33. Salah Sangka

10.6K 1.1K 23
                                    

Lain kali kita gak boleh terlalu cepet menyimpulkan siapa pelakunya. Apalagi tanpa analisa dan bukti yang jelas. Yang ada kita malah ngebahayain diri kita sendiri.

• • •

"ADA PENYUSUP DI KAMAR 368!!!"

Baru beberapa detik Adnan kembali menekan tombol rekam, tiba-tiba saja mereka berlima dikagetkan dengan teriakan seseorang dengan suara yang begitu ngebass dan nyaring. Bahkan saking kagetnya, sampai-sampai, Adnan nyaris saja menjatuhkan ponsel Yudan lantaran fokusnya memegang ponsel yang seketika ambyar. Lima kepala anak-anak pun itu pun dengan refleks berputar ke sumber suara yang ternyata sedang mengarahkan jari telunjuknya lurus-lurus pada mereka, membuat perhatian orang-orang jadi hanya tertuju pada satu titik.
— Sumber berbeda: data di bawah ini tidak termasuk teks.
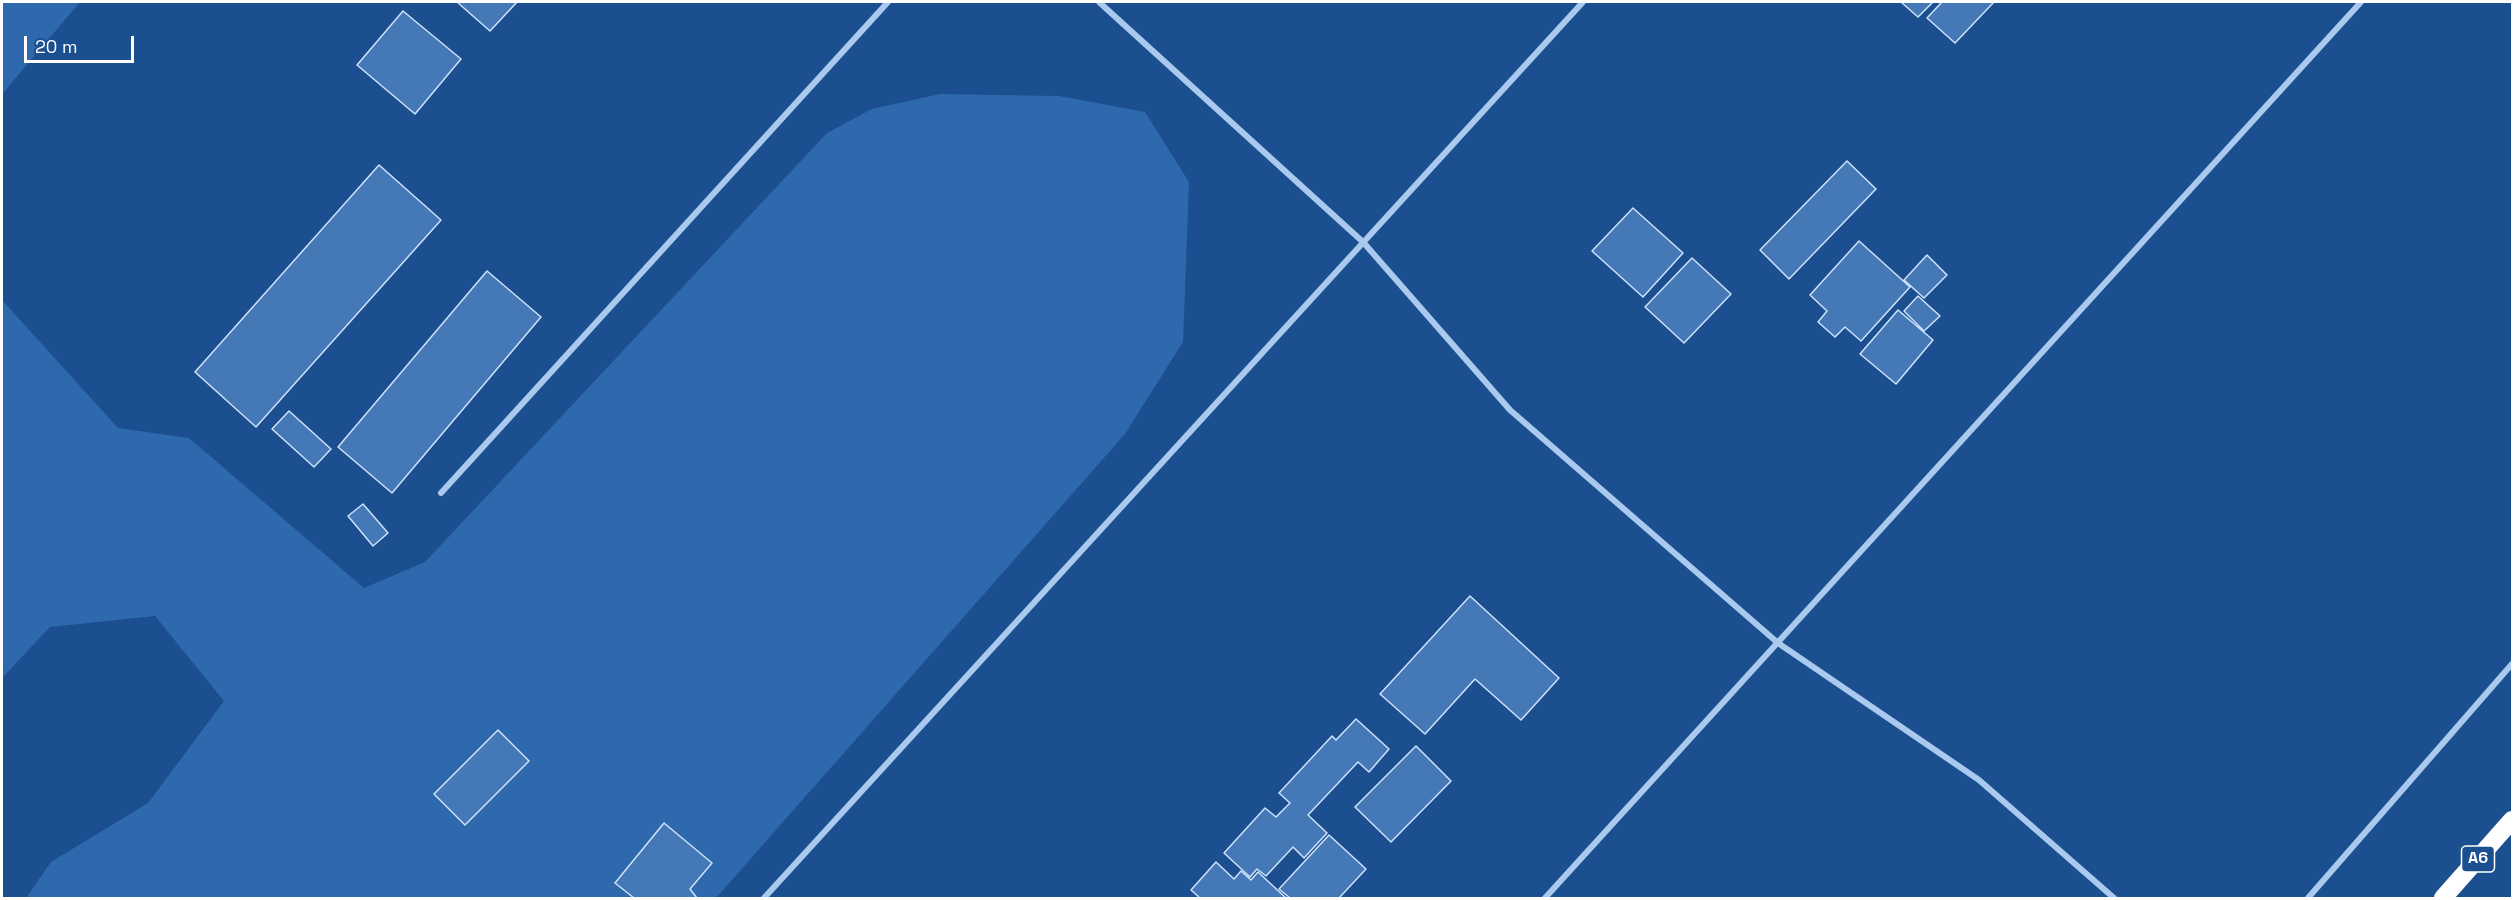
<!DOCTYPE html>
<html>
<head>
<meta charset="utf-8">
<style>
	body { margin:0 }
	#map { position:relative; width:2514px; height:900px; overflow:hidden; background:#1b4f8f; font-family:"Space Grotesk",sans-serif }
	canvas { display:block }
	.frame { position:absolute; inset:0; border:3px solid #fff; pointer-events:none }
	.scale { position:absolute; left:24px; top:36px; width:110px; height:27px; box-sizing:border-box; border:3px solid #fff; border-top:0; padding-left:8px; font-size:18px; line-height:21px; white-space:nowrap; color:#fff; -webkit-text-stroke:4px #1b4f8f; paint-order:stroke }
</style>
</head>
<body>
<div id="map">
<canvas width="2514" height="900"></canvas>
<div class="frame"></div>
<div class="scale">20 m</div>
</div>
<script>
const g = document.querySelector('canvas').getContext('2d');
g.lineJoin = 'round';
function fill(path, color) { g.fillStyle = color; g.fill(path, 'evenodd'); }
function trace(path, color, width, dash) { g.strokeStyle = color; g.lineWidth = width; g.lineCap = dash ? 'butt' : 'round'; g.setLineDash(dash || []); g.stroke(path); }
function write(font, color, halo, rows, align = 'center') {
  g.font = font + ' "Space Grotesk",sans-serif'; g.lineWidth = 6; g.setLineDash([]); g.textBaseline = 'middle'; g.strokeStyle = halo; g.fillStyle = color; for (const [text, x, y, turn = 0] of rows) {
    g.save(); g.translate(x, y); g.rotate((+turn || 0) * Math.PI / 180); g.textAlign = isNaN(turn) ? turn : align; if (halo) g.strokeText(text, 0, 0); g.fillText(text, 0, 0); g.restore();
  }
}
const green = new Path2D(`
	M 2,2 L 80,2 L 2,94 Z
	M 940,94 L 1059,96 L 1145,112 L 1189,182 L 1183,342 L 1125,434 L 716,898 L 26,898 L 51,862 L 148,803 L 224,701 L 155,616 L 50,627 L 2,678 L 2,300 L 118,428 L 189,438 L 364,588 L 425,562 L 827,133 L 872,109 Z`);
const building = new Path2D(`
	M 457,2 L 517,2 L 490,31 Z
	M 1901,2 L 1933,2 L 1918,17 Z
	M 1942,2 L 1994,2 L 1955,43 L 1927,18 Z
	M 403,11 L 461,59 L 415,114 L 357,65 Z
	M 1847,161 L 1876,189 L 1789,279 L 1760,250 Z
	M 379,165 L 441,220 L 256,427 L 195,372 Z
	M 1633,208 L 1683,253 L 1643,297 L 1592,251 Z
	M 1859,241 L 1910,287 L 1861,341 L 1845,327 L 1835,337 L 1818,322 L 1827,311 L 1810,295 Z
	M 1927,255 L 1947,275 L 1924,298 L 1904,280 Z
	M 1692,258 L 1731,294 L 1684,343 L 1645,307 Z
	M 487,271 L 541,317 L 392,493 L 338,447 Z
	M 1918,296 L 1940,316 L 1924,331 L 1904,311 Z
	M 1898,310 L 1933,340 L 1896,384 L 1860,354 Z
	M 289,411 L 331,449 L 314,467 L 272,429 Z
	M 363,504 L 388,533 L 373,546 L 348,516 Z
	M 1470,596 L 1559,678 L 1521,720 L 1475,679 L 1425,734 L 1380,694 Z
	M 1356,719 L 1389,749 L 1369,772 L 1358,762 L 1308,815 L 1327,833 L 1304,858 L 1293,847 L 1266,876 L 1257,869 L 1250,877 L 1224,853 L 1265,808 L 1276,817 L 1290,803 L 1279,793 L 1332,736 L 1336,740 Z
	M 498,730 L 529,761 L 465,825 L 434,794 Z
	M 1416,746 L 1451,781 L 1391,842 L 1355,807 Z
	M 664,823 L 712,863 L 690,889 L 697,898 L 634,898 L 615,883 Z
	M 1329,835 L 1366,869 L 1339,898 L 1290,898 L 1279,889 Z
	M 1216,862 L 1234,879 L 1241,871 L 1251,880 L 1258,872 L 1286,898 L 1200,898 L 1191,890 Z`);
const street = new Path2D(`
	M 1099,2 L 1363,242 L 1510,410 L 1778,643 L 1979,780 L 2114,898
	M 441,493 L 888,2
	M 764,898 L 1583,2
	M 1545,898 L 2361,2
	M 2308,898 L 2512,664`);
const highway = new Path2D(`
	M 2443,898 L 2512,820`);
const shields = [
	[2478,859,33]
];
const shieldNames = [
	["A6",2478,859]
];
fill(green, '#2e69ad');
fill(building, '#4478b7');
trace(building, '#cfe3fa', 1.5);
trace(street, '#a9c9ee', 6);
trace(highway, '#fff', 18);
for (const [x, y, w] of shields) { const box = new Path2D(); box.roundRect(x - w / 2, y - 13, w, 26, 4.5); g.fillStyle = '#1b4f8f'; g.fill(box); trace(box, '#fff', 1.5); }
write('bold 16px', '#fff', null, shieldNames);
</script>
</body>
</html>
Yaitu titik di mana mereka berada.

"Shit!" umpat Adnan.

PRANG!

Tanpa menghabiskan waktu banyak, Adnan langsung memecahkan kaca jendela yang berada di depannya dengan sekali tendang sampai kunci slotnya rusak. Mengajak teman-temannya yang lain untuk menerobos masuk ke dalam kamar tersebut. Tidak peduli bagaimana pun reaksi dua orang yang berada di dalamnya.

Secepat kilat Adnan menyambar sebuah ID card yang tergeletak di salah satu meja yang ada di sana. Adnan tidak tahu itu meja siapa dan ID card milik siapa. Yang ia jelas tahu, ia membutuhkan sekeping benda itu untuk membuka pintu kamar yang ia dan teman-temannya terobos melalui jendela sekarang juga.

Adnan menempelkan ID card tersebut pada mesin yang seperti biasa, dari dalam. Hingga satu detik kemudian pintu kamar itu terbelah. Adnan membiarkan Lukas, Daniel, Yudan, dan Ethan keluar lebih dulu. Setelah itu, barulah ia keluar selepas melemparkan kembali ID card itu sebelum pintu tertutup dengan sendirinya.

Mereka berlari secepat yang mereka mampu, menaiki tangga darurat untuk menuju kamar mereka, yakni room 257. Adnan yang berlari paling belakang, sesekali menyempatkan diri untuk menengok ke belakang, waspada kalau-kalau ada yang mengikuti mereka. Terutama dua orang yang mereka intai tadi. Raka dan yang satunya, entah siapa ia tidak kenal.

🍐

Mereka membanting bokong masing-masing di atas ranjang masing-masing. Mengatur napas masing-masing yang masih terasa seperti baru saja menaiki roller coaster, naik-turun tidak seirama. Keringat sudah membanjiri dahi, wajah, dan tubuh mereka. Malahan Adnan sampai terlihat layaknya orang habis mandi keringat.

"Wah, gila, sih, si Adnan. Bener-bener gila!" celetuk Lukas sambil menyeka dahinya dengan salah satu punggung tangannya. Akhir-akhir ini sepertinya Lukas hobi sekali menyebut Adnan gila.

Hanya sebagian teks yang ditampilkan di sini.